Shares of preferred stock may be issued in one or more series from time to time, with each such series to consist of such number of shares and to have such voting powers, full or limited, or no voting powers, and such designations, preferences and relative, participating, optional or other special rights, and the qualifications, limitations or restrictions thereof, as shall be stated in the resolution or resolutions providing for the issuance of such series as adopted by our board of directors and included in a certificate of designations.

 

Options

 

We have reserved 2,100,000 shares of our common stock for issuance under the Freedom Internet Group, Inc. 2019 Equity Incentive Plan . As of January 27, 2021, no stock options are issued pursuant to that plan.

 

Warrants

 

As of January 27, 2021, we have outstanding warrants to purchase an aggregate of 254,500 shares of our common stock, all of which are currently exercisable at an exercise price of $2.67 per share.


 

 

Anti-Takeover Provisions

 

Certain of our charter and bylaws provisions could make the removal of our management and directors more difficult and may discourage transactions that otherwise could involve payment of a premium over prevailing market prices for our common stock.

 

Charter and Bylaw Provisions.

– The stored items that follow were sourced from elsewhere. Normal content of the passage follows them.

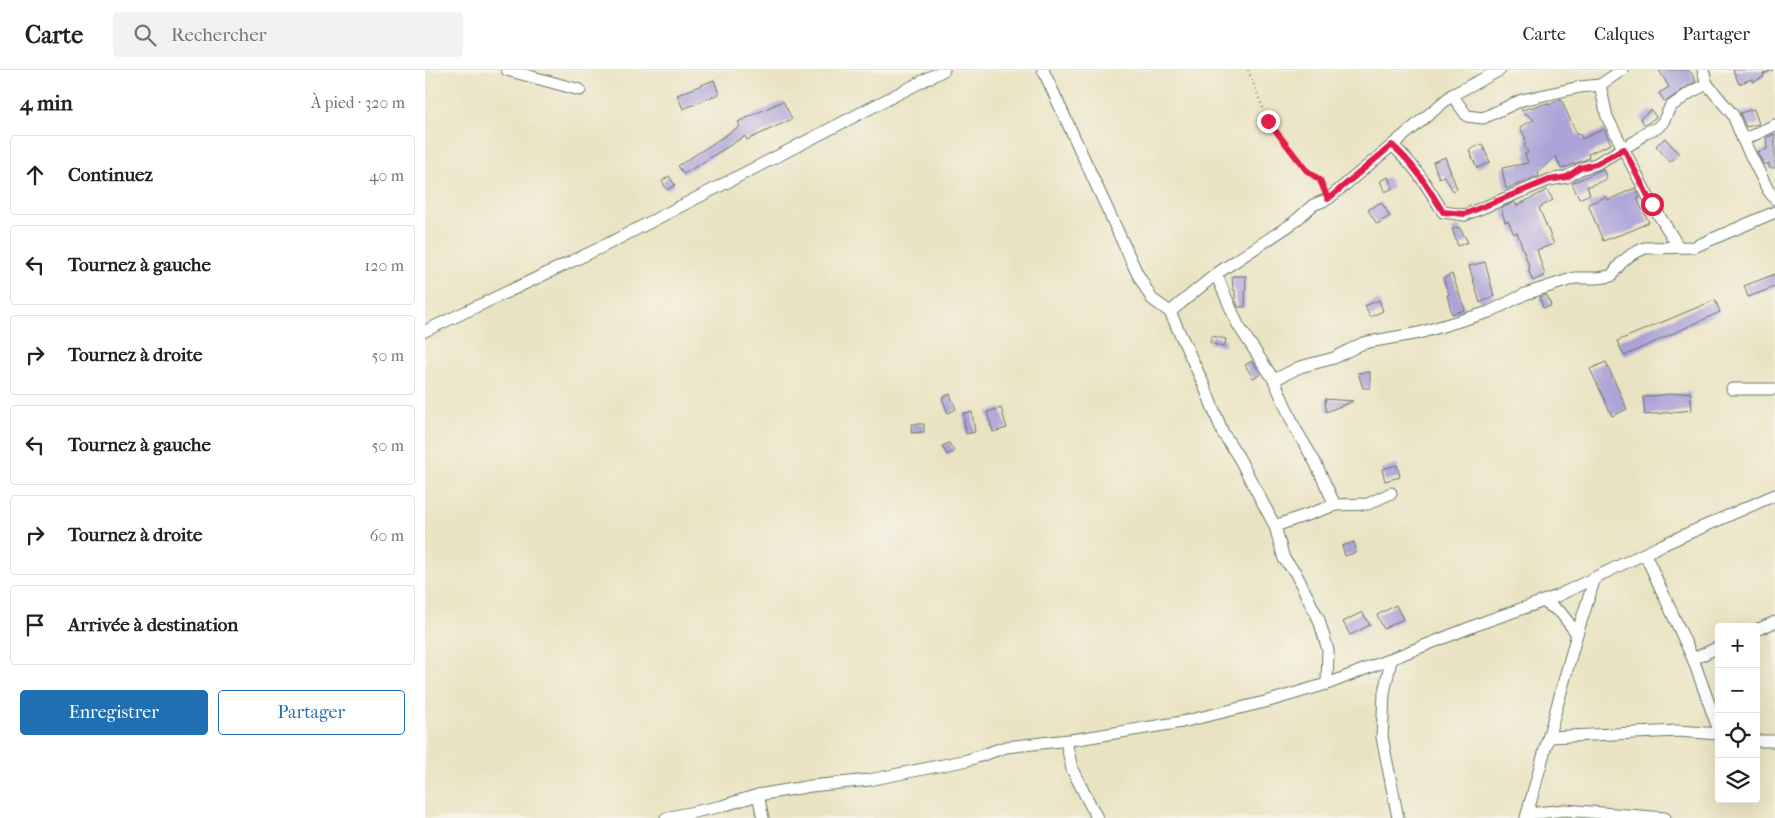 <!DOCTYPE html>
<html lang="fr">
<head>
<meta charset="utf-8">
<style>
	body { margin:0; font-family:"IM FELL French Canon",serif; background:#f2f2f2; color:#202124 }
	.controls { position:absolute; right:15px; bottom:15px; display:grid; overflow:hidden; border-radius:5px; box-shadow:0 5px 20px #0002 }
	.controls button { width:45px; height:45px; display:grid; place-items:center; padding:0; border:0; border-bottom:1px solid #e0e0e0; background:#fff; color:#202124; font:25px sans-serif }
	.stop { position:absolute; width:15px; height:15px; margin:-11px; border:4px solid #e11d48; border-radius:50%; background:#fff }
	.stop.end { background:#e11d48; border-color:#fff; box-shadow:0 1px 5px #0008 }
	.list { margin:0; padding:0; list-style:none }
	h2 { display:flex; justify-content:space-between; align-items:center; height:65px; margin:0; padding:0 20px; font-size:21px }
	h2 small { font-size:16px; font-weight:400; color:#757577 }
	.list li { display:grid; grid-template-columns:32px 1fr auto; gap:15px; align-items:center; box-sizing:border-box; height:80px; margin:0 10px 10px; padding:0 10px; border:1px solid #e0e0e0; border-radius:5px }
	.list b { display:block; font-size:19px; white-space:nowrap }
	.list em { font-size:16px; font-style:normal; color:#757577 }
	.actions { display:flex; gap:10px; padding:15px 20px }
	.actions a { flex:1; padding:11px 0; border:1px solid #1f6fb2; border-radius:5px; text-align:center; font-size:18px; color:#1f6fb2 }
	.actions .main { background:#1f6fb2; color:#fff }
	.icon { flex:none; width:28px; height:28px; fill:none; stroke:currentColor; stroke-width:2; stroke-linecap:round; stroke-linejoin:round }
	.map { position:relative; flex:none; width:1350px; height:748px; overflow:hidden }
	header { display:flex; align-items:center; gap:30px; box-sizing:border-box; height:70px; padding:0 25px; background:#fff; border-bottom:1px solid #e0e0e0 }
	header strong { font-size:24px }
	nav { display:flex; gap:28px; margin-inline-start:auto; font-size:18px }
	.search { width:350px; height:45px; background:#f2f2f2; display:flex; align-items:center; gap:12px; box-sizing:border-box; padding:0 18px; border-radius:5px; color:#757577; font-size:19px }
	main { display:flex }
	aside { flex:1; background:#fff }
	.map>svg:first-child { display:block }
</style>
</head>
<body>
<header>
<strong>Carte</strong>
<div class="search"><svg class="icon" aria-label="search" viewBox="0 0 24 24"><circle cx="10" cy="10" r="6"/><path d="M15 15l6 6"/></svg>Rechercher</div>
<nav><a>Carte</a><a>Calques</a><a>Partager</a></nav>
</header>
<main>
<aside>
<h2>4 min<small>À pied · 320 m</small></h2>
<ul class="list">
<li><svg class="icon" aria-label="ahead" viewBox="0 0 24 24"><path d="M12 20V5M6 11l6-6 6 6"/></svg><div><b>Continuez</b></div><em>40 m</em></li>
<li><svg class="icon" aria-label="left" viewBox="0 0 24 24"><path d="M17 20v-9H6M10 6l-5 5 5 5"/></svg><div><b>Tournez à gauche</b></div><em>120 m</em></li>
<li><svg class="icon" aria-label="right" viewBox="0 0 24 24"><path d="M7 20v-9h11M14 6l5 5-5 5"/></svg><div><b>Tournez à droite</b></div><em>50 m</em></li>
<li><svg class="icon" aria-label="left" viewBox="0 0 24 24"><path d="M17 20v-9H6M10 6l-5 5 5 5"/></svg><div><b>Tournez à gauche</b></div><em>50 m</em></li>
<li><svg class="icon" aria-label="right" viewBox="0 0 24 24"><path d="M7 20v-9h11M14 6l5 5-5 5"/></svg><div><b>Tournez à droite</b></div><em>60 m</em></li>
<li><svg class="icon" aria-label="arrive" viewBox="0 0 24 24"><path d="M6 21V4h12l-3 4 3 4H6"/></svg><div><b>Arrivée à destination</b></div></li>
</ul>
<div class="actions"><a class="main">Enregistrer</a><a>Partager</a></div>
</aside>
<div class="map">
<svg width="1350" height="748" viewBox="0 0 1350 748">
	<rect width="100%" height="100%" fill="#f7f3e8"/>
	<filter id="ink" filterUnits="userSpaceOnUse"><feTurbulence type="fractalNoise" baseFrequency=".02" numOctaves="2"/><feDisplacementMap in="SourceGraphic" scale="10" xChannelSelector="R" yChannelSelector="G"/><feConvolveMatrix kernelMatrix="1 2 1 2 8 2 1 2 1" color-interpolation-filters="sRGB"/></filter>
	<filter id="wash" filterUnits="userSpaceOnUse"><feTurbulence type="fractalNoise" baseFrequency=".0096" numOctaves="4" result="noise"/><feDisplacementMap in="SourceGraphic" scale="20" xChannelSelector="R" yChannelSelector="G"/><feGaussianBlur stdDeviation="1.12" result="paint"/><feColorMatrix in="noise" values="0 0 0 0 0 0 0 0 0 0 0 0 0 0 0 0 0 1.4 0 .05"/><feComposite in="paint" operator="in"/></filter>
	<g filter="url(#wash)">
		<rect width="100%" height="100%" fill="#eae3c3"/>
		<g id="blocks">
			<g fill="#aca2d8">
				<polygon points="1234,0 1264,0 1271,11 1240,32 1234,23 1244,17"/>
				<polygon points="1308,0 1348,0 1338,4 1339,7 1328,12 1327,9 1314,14"/>
				<polygon points="289,10 294,24 258,39 252,25"/>
				<polygon points="1136,29 1152,65 1155,64 1157,69 1179,59 1186,74 1163,84 1164,88 1136,99 1131,86 1113,102 1114,106 1081,119 1077,98 1103,93 1100,84 1103,83 1099,75 1101,74 1099,70 1101,69 1095,57 1109,50 1096,40 1123,33 1124,35"/>
				<polygon points="358,31 367,49 322,70 320,66 259,104 253,96 315,56 313,52"/>
				<polygon points="1329,39 1334,54 1321,57 1315,43"/>
				<polygon points="1226,40 1231,47 1220,55 1215,48"/>
				<polygon points="1350,64 1350,98 1344,98 1344,93 1339,95 1332,82 1342,79 1341,68"/>
				<polygon points="1240,68 1254,84 1245,92 1231,76"/>
				<polygon points="1057,74 1065,92 1052,98 1044,80"/>
				<polygon points="1020,87 1032,119 1028,121 1019,106 1014,108 1008,92"/>
				<polygon points="1178,99 1182,109 1162,117 1165,124 1154,129 1147,113"/>
				<polygon points="244,106 250,115 242,120 237,111"/>
				<polygon points="963,107 968,118 960,122 955,111"/>
				<polygon points="1210,118 1215,128 1212,129 1224,152 1208,160 1178,171 1163,134 1181,127 1183,130"/>
				<polygon points="1122,120 1128,130 1114,138 1129,174 1112,180 1120,205 1108,211 1103,200 1105,199 1092,162 1089,164 1083,151 1080,152 1076,138 1090,132 1091,136"/>
				<polygon points="956,132 965,146 952,154 943,140"/>
				<polygon points="1034,157 1043,172 1033,176 1027,159"/>
				<polygon points="1060,192 1069,226 1055,233 1044,196"/>
				<polygon points="1027,204 1040,240 1027,244 1022,225 1024,224 1018,208"/>
				<polygon points="1350,204 1350,217 1323,227 1319,216"/>
				<polygon points="807,206 821,206 820,237 813,237 810,228 810,220 808,220"/>
				<polygon points="1122,225 1126,236 1118,238 1115,227"/>
				<polygon points="954,230 958,241 945,247 940,236"/>
				<polygon points="1290,230 1295,242 1199,286 1192,271"/>
				<polygon points="787,266 801,269 799,277 785,273"/>
				<polygon points="827,291 836,304 828,308 820,295"/>
				<polygon points="1181,292 1202,339 1187,346 1165,299"/>
				<polygon points="945,302 945,318 938,318 933,303"/>
				<polygon points="1265,322 1267,340 1220,345 1218,327"/>
				<polygon points="525,324 531,339 523,343 517,328"/>
				<polygon points="900,329 928,331 901,342"/>
				<polygon points="576,338 582,358 568,362 562,342"/>
				<polygon points="547,342 550,362 541,364 538,343"/>
				<polygon points="487,354 499,354 499,362 486,363"/>
				<polygon points="524,373 529,381 522,385 517,376"/>
				<polygon points="972,395 975,407 960,411 957,399"/>
				<polygon points="929,472 932,482 920,486 917,476"/>
				<polygon points="971,535 978,549 959,559 952,545"/>
				<polygon points="937,542 945,555 925,565 918,552"/>
			</g>
		</g>
	</g>
	<g filter="url(#ink)">
		<use href="#blocks" fill-opacity="0" stroke="#676" stroke-width="1"/>
		<g fill="none" stroke-linecap="round" stroke-linejoin="round">
			<defs>
				<g id="minor">
					<polyline points="82,0 155,20"/>
					<polyline points="618,0 712,203 727,229 745,242 791,204 868,153 888,135 903,129 1027,25 1075,0"/>
					<polyline points="1278,0 1282,14 1308,45 1318,70 1343,120 1350,129"/>
					<polyline points="1175,15 1197,0"/>
					<polyline points="1027,25 1042,46 1058,48 1097,30 1155,17 1175,15 1182,47 1227,134 1253,176"/>
					<polyline points="1318,70 1350,55"/>
					<path d="M 967,75 C 990,95 1002,116 1018,142 L 1040,145 L 1124,110 L 1142,107 L 1155,99 L 1171,94 L 1211,71 L 1221,62 L 1232,58 L 1238,52 L 1245,37 L 1266,22 L 1282,14"/>
					<polyline points="791,204 813,255 849,310 870,358 890,392 910,435"/>
					<polyline points="745,242 778,313 798,363 814,388 850,456 859,489 870,502 894,550 903,580 902,614"/>
					<polyline points="0,261 175,178 519,0"/>
					<polyline points="849,310 875,297 909,288 938,273 994,263 1064,242 1100,224 1150,208 1173,208 1186,206 1196,193 1207,184 1220,178 1269,177 1350,142"/>
					<polyline points="1307,319 1350,319"/>
					<polyline points="850,456 910,435 943,434 966,423"/>
					<polyline points="1220,484 1268,589 1294,661"/>
					<polyline points="1118,531 1136,543 1152,564"/>
					<polyline points="1331,560 1350,552"/>
					<polyline points="1268,589 1294,577"/>
					<polyline points="966,590 959,623 957,667 973,748"/>
					<polyline points="1124,667 1253,661 1294,664"/>
					<polyline points="641,671 647,699 672,748"/>
					<polyline points="1331,671 1350,671"/>
					<polyline points="333,725 338,748"/>
					<polyline points="1102,744 1140,740 1240,748"/>
					<polyline points="241,748 297,736 333,725 386,716 444,710 543,690 581,677 653,669 757,652 844,631 905,613 1059,552 1130,527 1237,475 1350,425"/>
					<polyline points="1101,748 1152,564 1170,508"/>
				</g>
			</defs>
			<use href="#minor" stroke="#676" stroke-width="13"/>
			<polyline stroke="#676" stroke-width="2" stroke-dasharray="1 4" stroke-linecap="butt" points="823,0 843,51 881,99 895,111 898,118"/>
			<use href="#minor" stroke="#fff" stroke-width="11"/>
		</g>
	</g>
	<g fill="none" stroke-linecap="round" stroke-linejoin="round" filter="url(#ink)">
		<path stroke="#e11d48" stroke-width="6" d="M 843,51 L 881,100 L 895,110 L 903,129 L 967,75 C 990,95 1002,116 1018,142 L 1040,144 L 1124,110 L 1142,107 L 1155,98 L 1171,94 L 1199,79 L 1227,134"/>
	</g>
</svg>
<div class="controls">
<button>+</button>
<button>−</button>
<button><svg class="icon" aria-label="locate" viewBox="0 0 24 24"><circle cx="12" cy="12" r="6"/><path d="M12 2v4M12 18v4M2 12h4M18 12h4"/></svg></button>
<button><svg class="icon" aria-label="layers" viewBox="0 0 24 24"><path d="M12 4l9 5-9 5-9-5zM3 14l9 5 9-5"/></svg></button>
</div>
<div class="stop" style="left:1227px;top:134px"></div>
<div class="stop end" style="left:843px;top:51px"></div>
</div>
</main>
</body>
</html>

Our certificate of incorporation and/or bylaws contain the following provisions that may have the effect of discouraging unsolicited acquisition proposals:

 

·prohibit cumulative voting in the election of directors, which would otherwise allow less than a majority of stockholders to elect director candidates; 

 

·empower our board of directors to fill any vacancy on our board of directors, whether such vacancy occurs as a result of an increase in the number of directors or otherwise; 

 

·authorize our board of directors to issue shares of blank check preferred stock, subject to certain conditions as described above; 

 

·provide that our board of directors is expressly authorized to adopt, amend or repeal our bylaws; and 

 

·provide that our directors will be elected by a plurality of the votes cast in the election of directors. 

 

Concentration of Stock Ownership. Our executive officers and members of our board of directors beneficially own a significant amount of our common stock.

 

The provisions and items described above could lower the price that investors might be willing to pay in the future for shares of our common stock. They could also deter potential acquirers of our Company, thereby reducing the likelihood that stockholders could receive a premium for their common stock in an acquisition.